The proof of the uncomputability of \(\mathsf{SelfReject}\) is an example of a diagonalization argument.
Reduction
Once we have one uncomputable function, we can use it to prove that many other functions are uncomputable using reductions. Here’s one example of a reduction argument. Consider the function
\[\mathsf{Halting}(\left< M \right>, x) = \begin{cases} 1 & \mbox{if } M \mbox{ halts on input } x \\ 0 & \mbox{otherwise.} \end{cases}\]Theorem 3. The \(\mathsf{Halting}\) function is uncomputable.
Proof.
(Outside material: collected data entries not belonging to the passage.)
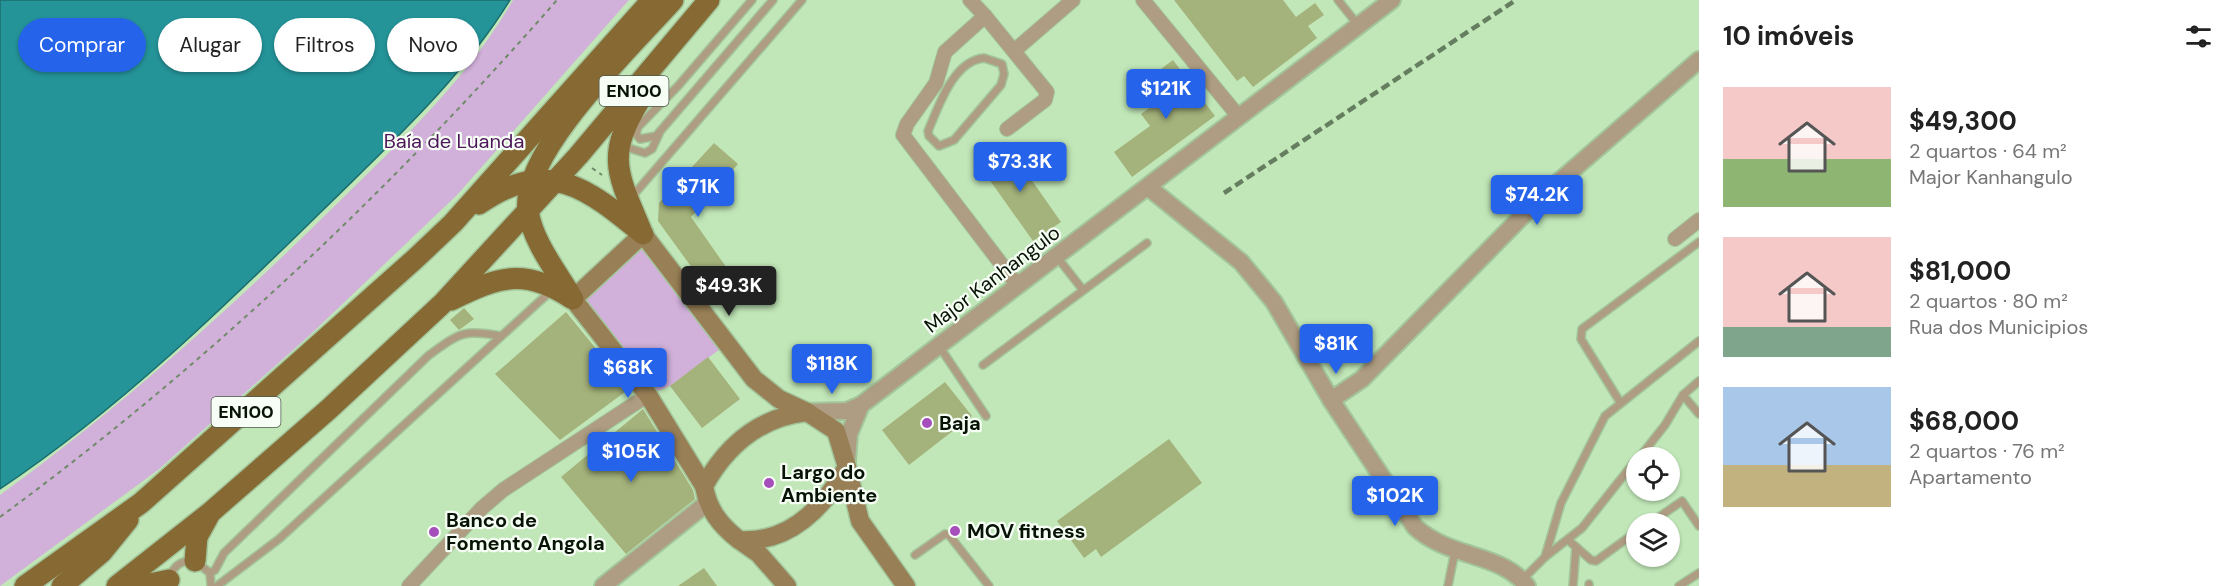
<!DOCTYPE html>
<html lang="pt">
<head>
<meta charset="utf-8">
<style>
	:root { --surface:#fff; --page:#f2f2f2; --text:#222; --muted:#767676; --accent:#2563eb }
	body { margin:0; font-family:"DM Sans",sans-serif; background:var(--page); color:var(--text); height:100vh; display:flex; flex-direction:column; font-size:22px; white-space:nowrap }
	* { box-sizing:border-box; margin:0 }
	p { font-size:20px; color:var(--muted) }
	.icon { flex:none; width:33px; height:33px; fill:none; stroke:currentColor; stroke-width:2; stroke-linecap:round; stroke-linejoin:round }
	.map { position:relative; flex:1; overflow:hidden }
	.details { display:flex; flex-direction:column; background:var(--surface); width:540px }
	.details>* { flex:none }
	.banner { position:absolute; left:18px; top:18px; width:570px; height:54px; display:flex; gap:12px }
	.fabs { position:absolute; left:1626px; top:447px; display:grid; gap:12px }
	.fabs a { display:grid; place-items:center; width:54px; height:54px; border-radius:50%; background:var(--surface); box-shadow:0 2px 4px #0004; font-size:30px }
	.price { position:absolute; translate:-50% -51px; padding:0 14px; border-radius:6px; background:var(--accent); color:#fff; font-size:20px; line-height:39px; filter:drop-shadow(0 2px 3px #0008) }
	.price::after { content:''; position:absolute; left:50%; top:36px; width:18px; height:14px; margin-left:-9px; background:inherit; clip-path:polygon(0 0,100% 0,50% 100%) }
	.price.active { background:#222; color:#fff }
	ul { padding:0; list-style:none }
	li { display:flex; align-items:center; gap:18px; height:150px; padding:0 24px }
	li span { display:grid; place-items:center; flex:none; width:168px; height:120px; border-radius:0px; color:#555 }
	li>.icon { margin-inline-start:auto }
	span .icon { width:72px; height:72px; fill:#fffc; stroke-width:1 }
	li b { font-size:26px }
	h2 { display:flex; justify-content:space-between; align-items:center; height:72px; padding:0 24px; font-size:26px }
	.tag { padding:0 21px; border-radius:27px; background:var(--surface); box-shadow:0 2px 4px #0004; font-size:21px; line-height:54px }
	.tag.active { background:var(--accent); color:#fff }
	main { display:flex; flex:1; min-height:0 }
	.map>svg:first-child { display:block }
	.green { fill:#d1b0da }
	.water { fill:#249499; stroke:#1b6e6d; stroke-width:1.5 }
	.building { fill:#a4b27b }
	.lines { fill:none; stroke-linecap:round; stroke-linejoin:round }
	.service-casing { stroke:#a3c59b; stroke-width:10 }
	.minor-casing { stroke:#a3c59b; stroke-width:16 }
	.tertiary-casing { stroke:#a3c59b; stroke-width:20 }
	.secondary-casing { stroke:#a3c59b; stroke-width:21 }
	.primary-casing { stroke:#a3c59b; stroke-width:24 }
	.path { stroke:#708b6a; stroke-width:2; stroke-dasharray:4.5 4.5; stroke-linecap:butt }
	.service { stroke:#ae9d82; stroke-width:7 }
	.minor { stroke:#ae9d82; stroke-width:14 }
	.tertiary { stroke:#ae9d82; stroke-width:16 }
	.secondary { stroke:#987f56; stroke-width:18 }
	.primary { stroke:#876934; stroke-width:21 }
	.rail { stroke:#647e5f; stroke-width:4.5; stroke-dasharray:9 4.5; stroke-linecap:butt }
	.poi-dot { fill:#a64fbc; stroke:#f7fef5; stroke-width:2 }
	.labels { text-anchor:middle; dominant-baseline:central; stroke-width:4.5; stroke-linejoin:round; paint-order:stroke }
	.shield { fill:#f7fef5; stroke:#4f5a4d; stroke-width:1.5 }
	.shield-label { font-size:18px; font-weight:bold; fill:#071405 }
	.park-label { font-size:20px; fill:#4d155a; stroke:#f7fef5 }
	.street-label { font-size:20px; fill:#071405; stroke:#f7fef5 }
	.poi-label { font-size:20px; font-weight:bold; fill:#071405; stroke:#f7fef5; text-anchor:start }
</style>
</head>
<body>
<main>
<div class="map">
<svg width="1699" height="586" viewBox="0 0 1699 586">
	<rect width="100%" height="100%" fill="#c1e7b8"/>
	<g class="green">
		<path d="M 513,0 L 629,0 L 457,195 L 310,335 L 158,470 L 0,586 L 0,495 C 123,406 238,302 346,195 C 407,135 470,75 513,0 Z"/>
		<path d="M 643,234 L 727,344 L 670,386 L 648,395 L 573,299 Z"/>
	</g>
	<path class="water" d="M 0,0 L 510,0 C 460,81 390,144 323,210 C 222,309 118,410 0,489 Z"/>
	<g class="building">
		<path d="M 1174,0 L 1283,0 L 1296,17 L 1315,3 L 1324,15 L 1308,26 L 1317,38 L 1253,87 L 1244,76 L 1237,81 Z"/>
		<path d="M 1173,60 L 1215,116 L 1132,177 L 1114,152 L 1150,126 L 1141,114 L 1163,98 L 1149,78 Z"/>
		<path d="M 714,143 L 738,164 L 691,217 L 738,284 L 714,298 L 658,221 L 659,203 Z"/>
		<path d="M 1007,145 L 1061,222 L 1033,241 L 979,165 Z"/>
		<path d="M 464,308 L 474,319 L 459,330 L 450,320 Z"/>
		<path d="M 566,312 L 629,389 L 560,440 L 495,374 Z"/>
		<path d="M 708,357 L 740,399 L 702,428 L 670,386 Z"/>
		<path d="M 945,382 L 972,416 L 909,465 L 882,430 Z"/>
		<path d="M 643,409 L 693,490 L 695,499 L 626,554 L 561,477 Z"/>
		<path d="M 1169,439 L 1202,483 L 1101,557 L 1096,549 L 1084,558 L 1057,521 Z"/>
		<path d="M 704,568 L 717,586 L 678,586 Z"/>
	</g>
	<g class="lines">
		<defs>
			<g id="service">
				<path d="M 752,0 L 678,86 L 638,127 L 636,134 L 640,139 L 656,136 L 773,0"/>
				<path d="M 1338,0 L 1358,25"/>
				<path d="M 984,58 L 1002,64 L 1004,74 L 1001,85 L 954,140 L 939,146 L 929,136 L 928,131 C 939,106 953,61 984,58 Z"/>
				<path d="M 622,146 L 645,153 L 652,149 L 659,134"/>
				<path d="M 630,199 L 802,0"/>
				<path d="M 1057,257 L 1083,290"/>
				<path d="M 939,346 L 986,416"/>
				<path d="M 983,365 L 1147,243"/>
				<path d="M 1683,395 L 1699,414"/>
				<path d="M 1620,402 L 1581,339 L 1582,329 L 1699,242"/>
				<path d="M 1639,458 L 1665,425 L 1683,395 L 1699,381"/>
				<path d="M 1649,524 L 1682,501 L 1699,526"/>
				<path d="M 1568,540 L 1591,560 L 1596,561 L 1636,532"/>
				<path d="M 915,555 L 945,534 L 949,535 L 989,586"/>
				<path d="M 1545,557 L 1582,528 L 1636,460"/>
				<path d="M 210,573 L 215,570 L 224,553 L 429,355 C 460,333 463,329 501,336"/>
				<path d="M 170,578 C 173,565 183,560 195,561 L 210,573 L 211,586"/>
				<path d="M 1522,580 L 1545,557 L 1561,503 L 1605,416 L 1699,341"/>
				<path d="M 1589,584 L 1589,586"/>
				<path d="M 217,586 L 279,539 L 552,290"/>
				<path d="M 1448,586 L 1455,551"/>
				<path d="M 1573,586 L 1576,547"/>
				<path d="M 1679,586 L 1699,573"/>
			</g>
			<g id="minor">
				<path d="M 970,0 L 985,16"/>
				<path d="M 1143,0 L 1239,117"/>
				<path d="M 1014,51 L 1073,0"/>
				<path d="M 1007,129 L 1045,100 L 1047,92 L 985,16 L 945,52 L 936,83 L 907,124 L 903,135 L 1018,286"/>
				<path d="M 1675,239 L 1699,220"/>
				<path d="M 409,586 L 482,508 L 503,490 L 648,395"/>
			</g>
			<g id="tertiary">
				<path d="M 1148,187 L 1241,262 L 1274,302 L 1331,400 L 1415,527 C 1450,559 1500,552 1527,586"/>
				<path d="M 1331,400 L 1362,379 L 1539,199 L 1699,60"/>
				<path d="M 807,412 L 847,411 L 861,405 L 1392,0"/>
				<path d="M 847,461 L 849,434 L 861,405"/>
				<path d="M 603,586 L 707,503"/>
			</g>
			<g id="secondary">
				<path d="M 807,412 L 836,431 L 847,467 C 824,507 789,544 739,540 C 720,525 708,510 704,486 C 727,445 760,417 807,412 Z"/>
				<path d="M 847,467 L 860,521 L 906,586"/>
				<path d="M 704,486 L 648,395 L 573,299 L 643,234 L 754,379 L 779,399 L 807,412"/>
				<path d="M 739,540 L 759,554 L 787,586"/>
			</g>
			<g id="primary">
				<path d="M 641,98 C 606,155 616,171 641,230"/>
				<path d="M 479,204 C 548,156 587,188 643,234"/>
				<path d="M 573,299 C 557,272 532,241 528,210 C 520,152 635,43 673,0"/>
				<path d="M 451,300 C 498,277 524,267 571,298"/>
				<path d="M 195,561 L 197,537 L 208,517"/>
				<path d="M 25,586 L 141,503 L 415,259 L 453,223 L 652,0"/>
				<path d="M 62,586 L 102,552 L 128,520"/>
				<path d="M 117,586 L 211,512 L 329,409 L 442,304 L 578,156 L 709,0"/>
				<path d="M 140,586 L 169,580"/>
			</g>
		</defs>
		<use href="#service" class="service-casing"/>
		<use href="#minor" class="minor-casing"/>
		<use href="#tertiary" class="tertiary-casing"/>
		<use href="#secondary" class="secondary-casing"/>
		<use href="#primary" class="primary-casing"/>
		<g class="path">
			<path d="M 592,168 L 602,175"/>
			<path d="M 0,517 C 204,367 390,191 557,0"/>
		</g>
		<use href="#service" class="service"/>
		<use href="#minor" class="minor"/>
		<use href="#tertiary" class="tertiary"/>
		<use href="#secondary" class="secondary"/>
		<use href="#primary" class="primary"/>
		<path class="rail" d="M 1224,193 L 1516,0"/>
	</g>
	<g class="poi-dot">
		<circle cx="927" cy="423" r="6"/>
		<circle cx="769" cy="483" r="6"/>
		<circle cx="955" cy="531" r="6"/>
		<circle cx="434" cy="532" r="6"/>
	</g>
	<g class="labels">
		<g class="shield">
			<rect x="599.5" y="76" width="69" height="30" rx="4.5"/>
			<rect x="211.5" y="397" width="69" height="30" rx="4.5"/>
		</g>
		<g class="shield-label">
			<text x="634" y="91">EN100</text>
			<text x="246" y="412">EN100</text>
		</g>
		<g class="park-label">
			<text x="454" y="141">Baía de Luanda</text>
		</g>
		<g class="street-label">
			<text transform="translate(992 279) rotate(-37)">Major Kanhangulo</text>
		</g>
		<g class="poi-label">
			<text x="939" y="423">Baja</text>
			<text x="781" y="472">Largo do<tspan x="781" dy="23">Ambiente</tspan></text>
			<text x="446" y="520">Banco de<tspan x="446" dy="23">Fomento Angola</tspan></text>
			<text x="967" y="531">MOV fitness</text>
		</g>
	</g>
</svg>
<div class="fabs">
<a><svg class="icon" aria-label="locate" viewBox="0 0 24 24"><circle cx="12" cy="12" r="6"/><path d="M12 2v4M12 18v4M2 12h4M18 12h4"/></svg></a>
<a><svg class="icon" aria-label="layers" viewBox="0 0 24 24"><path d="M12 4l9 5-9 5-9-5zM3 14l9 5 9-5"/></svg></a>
</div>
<b class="price" style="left:1166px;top:120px">$121K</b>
<b class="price" style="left:1020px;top:193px">$73.3K</b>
<b class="price" style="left:698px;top:218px">$71K</b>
<b class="price" style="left:1537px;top:226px">$74.2K</b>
<b class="price active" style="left:729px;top:317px">$49.3K</b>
<b class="price" style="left:1336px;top:375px">$81K</b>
<b class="price" style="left:832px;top:395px">$118K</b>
<b class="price" style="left:628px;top:399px">$68K</b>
<b class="price" style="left:631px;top:483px">$105K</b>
<b class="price" style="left:1395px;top:527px">$102K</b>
<div class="banner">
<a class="tag active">Comprar</a>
<a class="tag">Alugar</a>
<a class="tag">Filtros</a>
<a class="tag">Novo</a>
</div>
</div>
<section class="details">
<h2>10 imóveis<svg class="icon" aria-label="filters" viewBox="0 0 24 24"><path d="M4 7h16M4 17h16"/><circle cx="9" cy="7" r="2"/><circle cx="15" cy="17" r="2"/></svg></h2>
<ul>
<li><span style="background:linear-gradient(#f6c9c9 60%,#8fb573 0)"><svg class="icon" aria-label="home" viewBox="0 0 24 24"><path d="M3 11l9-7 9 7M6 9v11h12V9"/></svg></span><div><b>$49,300</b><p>2 quartos · 64 m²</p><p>Major Kanhangulo</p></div></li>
<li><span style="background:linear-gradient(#f6c9c9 75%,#7fa58c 0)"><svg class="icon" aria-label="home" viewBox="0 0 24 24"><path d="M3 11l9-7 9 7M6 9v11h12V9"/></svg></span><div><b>$81,000</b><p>2 quartos · 80 m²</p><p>Rua dos Municipios</p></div></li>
<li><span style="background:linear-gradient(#a9c7e8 65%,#c2b280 0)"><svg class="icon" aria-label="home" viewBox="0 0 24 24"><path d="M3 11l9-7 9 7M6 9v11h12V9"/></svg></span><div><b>$68,000</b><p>2 quartos · 76 m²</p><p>Apartamento</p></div></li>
</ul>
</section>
</main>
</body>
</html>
Assume for contradiction that there is a Turing machine \(T\) that computes the \(\mathsf{Halting}\) function. Let \(C\) be the Turing machine that takes \(\left< M \right>\) as input and:
- Runs \(T\) on input \(\left< M \right>, \left< M \right>\).
- If \(T\) outputs 0, \(C\) also halts and outputs 0.
- Otherwise, \(C\) simulates \(M\) on the input \(\left< M \right>\).
- Then once \(M\) halts, \(C\) halts with the output 1 if \(M\)’s output string was 0 and \(C\) outputs 0 otherwise.
Let us now examine the function that \(C\) computes. First, we see that \(C\) always halts, because \(T\) does (by assumption) and because \(C\) only simulates \(M\) when it is guaranteed that \(M\) will halt. When \(M\) halts on input \(\left< M \right>\) and outputs 0, then \(C\) outputs 1. Otherwise, if \(M\) halts on input \(\left< M \right>\) with any other output string or if it does not halt at all on this input, then \(C\) outputs 0. In other words, \(C\) computes the \(\mathsf{SelfReject}\) function. But this contradicts Theorem 2 that no such Turing machine exists, so our assumption that there exists a Turing machine which computes \(\mathsf{Halting}\) is false.